To enable support, the \texttt{rdma\_create\_id2()} function of the \texttt{librdmacm} has to be made non-static. As a result, this function can directly be accessed, whereas it is normally only accessible through the wrapper \texttt{rdma\_create\_id()}. Now, also the \gls{qp} type can be passed on the the \gls{rdma} \gls{cm} library, and by passing \texttt{RDMA\_PS\_IPOIB} as \texttt{port\_space} and \texttt{IBV\_QPT\_UC} as \texttt{qp\_type}, a managed \gls{uc} \gls{qp} will be created.

\section{Processing data\label{sec:processing_data}}
In order to analyze the generated comma-separated value dumps, several Python~3.7 scripts were developed in Jupyter Notebook.\footnote{\url{https://python.org}}\footnote{\url{https://jupyter.org}} Jupyter Notebook (formerly IPython Notebook) is part of Project Jupyter and allows a user to interactively explore Python scripts. On the one hand, it enables (stepwise) execution of Python code in a web browser, based on IPython~\cite{perez2007ipython}. On the other hand, rich text documentation, written in Markdown\footnote{\url{https://daringfireball.net/projects/markdown/}}, can directly be included in the document. The documentation, together with the source code, can be exported to several formats, e.g., to \texttt{.py}, \texttt{.tex}, \texttt{.html}, \texttt{.md}, and \texttt{.pdf}.

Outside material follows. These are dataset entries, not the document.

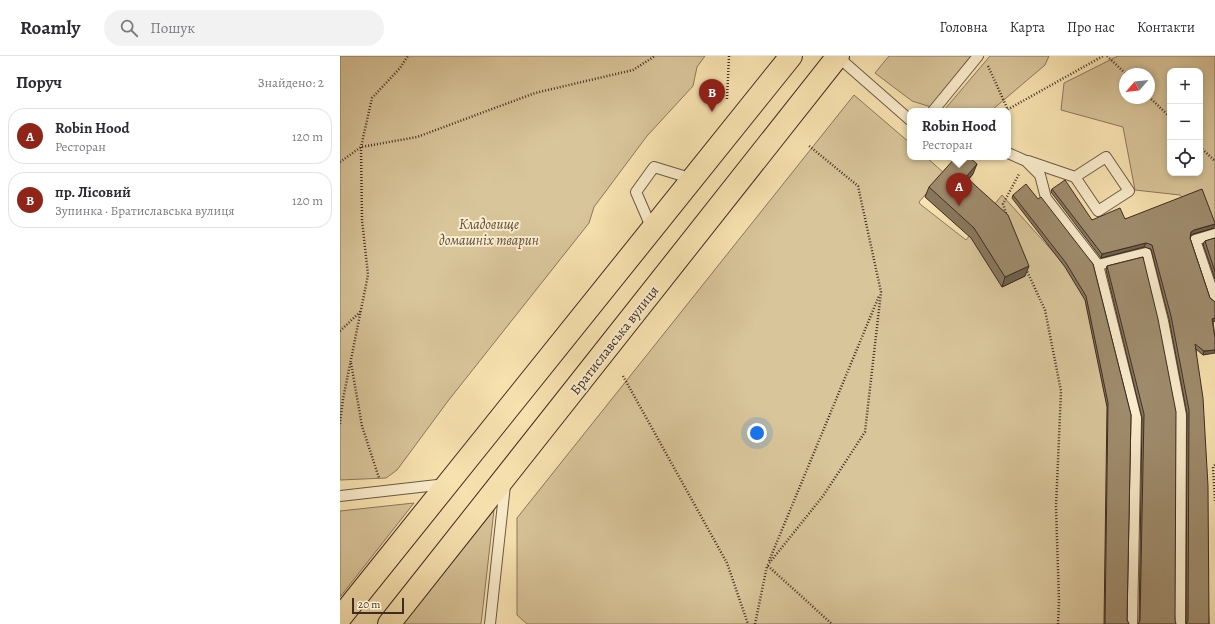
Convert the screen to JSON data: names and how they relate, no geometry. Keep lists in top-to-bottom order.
{
  "streets": {
    "main road": ["Братиславська вулиця"]
  },
  "parks": ["Кладовище домашніх тварин"],
  "scale_bar": "20 m",
  "north": "bottom left",
  "page": {
    "header": "Roamly",
    "search": "Пошук",
    "nav": [
      "Головна",
      "Карта",
      "Про нас",
      "Контакти"
    ],
    "heading": ["Поруч", "Знайдено: 2"],
    "map_buttons": ["+", "−"],
    "pins": ["B", "A"],
    "list": [
      {
        "mark": "A",
        "name": "Robin Hood",
        "note": "Ресторан",
        "value": "120 m"
      },
      {
        "mark": "B",
        "name": "пр. Лісовий",
        "note": "Зупинка · Братиславська вулиця",
        "value": "120 m"
      }
    ],
    "popup": ["Robin Hood", "Ресторан"],
    "scale": "20 m"
  }
}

Jupyter Notebook's command line \gls{api} makes it also highly suitable for automatic analysis of large datasets of timestamps. It is, for example, included in the \acrshort{cicd} pipeline of VILLASnode to automatically analyze the performance impact of certain changes in the source code and to compare node-types against each other. Furthermore, the scripts are included in the present work's build automation, which makes it possible to easily convert raw data from the benchmarks to convenient graphs.

Besides several standard libraries, NumPy\footnote{\url{http://numpy.org}}---which adds support for numerical calculations in Python---and matplotlib\footnote{\url{https://matplotlib.org}}---which adds a comprehensive toolset to create 2D plots---were used.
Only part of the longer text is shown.